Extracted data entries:
..............................
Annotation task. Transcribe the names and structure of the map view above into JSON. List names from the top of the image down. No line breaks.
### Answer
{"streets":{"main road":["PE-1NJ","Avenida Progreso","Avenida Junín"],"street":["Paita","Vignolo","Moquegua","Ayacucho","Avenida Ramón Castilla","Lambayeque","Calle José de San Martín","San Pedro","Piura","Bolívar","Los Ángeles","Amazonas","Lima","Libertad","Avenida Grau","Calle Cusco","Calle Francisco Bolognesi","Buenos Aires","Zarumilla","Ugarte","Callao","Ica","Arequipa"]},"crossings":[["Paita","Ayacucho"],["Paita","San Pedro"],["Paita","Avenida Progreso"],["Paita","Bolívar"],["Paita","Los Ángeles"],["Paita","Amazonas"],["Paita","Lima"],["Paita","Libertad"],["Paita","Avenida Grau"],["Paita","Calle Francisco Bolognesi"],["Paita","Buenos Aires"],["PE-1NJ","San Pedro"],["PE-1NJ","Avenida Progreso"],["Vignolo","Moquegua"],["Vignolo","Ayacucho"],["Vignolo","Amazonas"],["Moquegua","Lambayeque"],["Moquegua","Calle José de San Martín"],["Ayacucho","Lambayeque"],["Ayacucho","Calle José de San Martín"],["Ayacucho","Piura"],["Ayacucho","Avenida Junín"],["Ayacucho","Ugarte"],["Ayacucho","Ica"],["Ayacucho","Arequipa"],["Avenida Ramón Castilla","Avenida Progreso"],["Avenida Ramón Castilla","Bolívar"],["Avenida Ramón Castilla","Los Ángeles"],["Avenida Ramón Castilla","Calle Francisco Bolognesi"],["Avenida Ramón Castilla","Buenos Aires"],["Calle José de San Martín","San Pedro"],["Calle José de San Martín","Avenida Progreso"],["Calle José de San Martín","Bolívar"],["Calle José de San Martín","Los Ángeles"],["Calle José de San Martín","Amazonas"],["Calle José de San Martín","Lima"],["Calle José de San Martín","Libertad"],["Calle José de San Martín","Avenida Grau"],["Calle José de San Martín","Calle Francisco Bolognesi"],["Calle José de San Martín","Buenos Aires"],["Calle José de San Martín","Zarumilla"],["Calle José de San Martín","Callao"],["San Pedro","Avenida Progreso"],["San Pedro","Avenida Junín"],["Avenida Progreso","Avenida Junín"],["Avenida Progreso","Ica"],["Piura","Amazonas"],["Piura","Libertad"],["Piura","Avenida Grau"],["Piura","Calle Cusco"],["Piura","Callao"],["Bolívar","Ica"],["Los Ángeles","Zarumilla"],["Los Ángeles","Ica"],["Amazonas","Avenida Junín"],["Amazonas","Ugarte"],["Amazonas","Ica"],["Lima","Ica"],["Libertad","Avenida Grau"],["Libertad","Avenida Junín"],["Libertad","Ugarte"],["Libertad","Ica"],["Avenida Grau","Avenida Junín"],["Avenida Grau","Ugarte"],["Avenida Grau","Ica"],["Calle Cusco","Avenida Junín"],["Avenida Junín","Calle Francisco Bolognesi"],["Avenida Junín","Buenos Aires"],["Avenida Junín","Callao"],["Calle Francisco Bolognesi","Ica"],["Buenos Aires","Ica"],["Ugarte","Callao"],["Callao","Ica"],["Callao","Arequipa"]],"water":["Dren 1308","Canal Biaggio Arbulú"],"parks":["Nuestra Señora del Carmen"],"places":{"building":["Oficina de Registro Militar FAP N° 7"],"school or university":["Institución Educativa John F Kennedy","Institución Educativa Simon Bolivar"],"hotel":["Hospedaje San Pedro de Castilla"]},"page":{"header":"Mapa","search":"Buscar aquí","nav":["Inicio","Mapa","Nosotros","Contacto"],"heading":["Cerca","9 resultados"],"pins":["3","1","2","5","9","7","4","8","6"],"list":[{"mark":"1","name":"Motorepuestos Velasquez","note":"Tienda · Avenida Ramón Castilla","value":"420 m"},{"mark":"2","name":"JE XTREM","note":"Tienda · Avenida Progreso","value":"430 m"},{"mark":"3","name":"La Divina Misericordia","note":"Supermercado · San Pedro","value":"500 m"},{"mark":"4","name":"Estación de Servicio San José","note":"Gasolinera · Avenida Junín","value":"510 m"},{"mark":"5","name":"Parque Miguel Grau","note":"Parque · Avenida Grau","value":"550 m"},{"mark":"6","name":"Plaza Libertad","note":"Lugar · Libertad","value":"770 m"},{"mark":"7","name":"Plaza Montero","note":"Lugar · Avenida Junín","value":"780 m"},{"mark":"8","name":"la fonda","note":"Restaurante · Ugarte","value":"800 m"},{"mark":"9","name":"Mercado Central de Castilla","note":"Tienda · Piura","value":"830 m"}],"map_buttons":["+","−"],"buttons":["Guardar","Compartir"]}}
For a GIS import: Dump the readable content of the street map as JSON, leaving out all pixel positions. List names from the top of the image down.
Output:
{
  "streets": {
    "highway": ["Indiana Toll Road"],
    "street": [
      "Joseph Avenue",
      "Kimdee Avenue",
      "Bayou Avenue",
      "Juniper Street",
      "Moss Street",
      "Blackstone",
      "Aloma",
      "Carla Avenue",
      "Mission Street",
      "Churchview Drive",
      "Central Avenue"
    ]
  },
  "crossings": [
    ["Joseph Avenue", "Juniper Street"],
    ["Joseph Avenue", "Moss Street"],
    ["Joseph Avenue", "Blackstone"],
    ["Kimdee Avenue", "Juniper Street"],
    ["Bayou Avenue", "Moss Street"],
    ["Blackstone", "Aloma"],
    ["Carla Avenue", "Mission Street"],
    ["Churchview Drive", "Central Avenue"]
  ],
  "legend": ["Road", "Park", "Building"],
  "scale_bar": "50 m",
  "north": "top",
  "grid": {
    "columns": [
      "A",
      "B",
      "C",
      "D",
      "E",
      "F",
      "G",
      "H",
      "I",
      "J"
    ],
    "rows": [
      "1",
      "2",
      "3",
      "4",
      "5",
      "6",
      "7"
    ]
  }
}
..............................
Copy all lines of the records in which the string "Avenue" can be found.

- _Response for this exercise_
      "Joseph Avenue",
      "Kimdee Avenue",
      "Bayou Avenue",
      "Carla Avenue",
      "Central Avenue"
    ["Joseph Avenue", "Juniper Street"],
    ["Joseph Avenue", "Moss Street"],
    ["Joseph Avenue", "Blackstone"],
    ["Kimdee Avenue", "Juniper Street"],
    ["Bayou Avenue", "Moss Street"],
    ["Carla Avenue", "Mission Street"],
    ["Churchview Drive", "Central Avenue"]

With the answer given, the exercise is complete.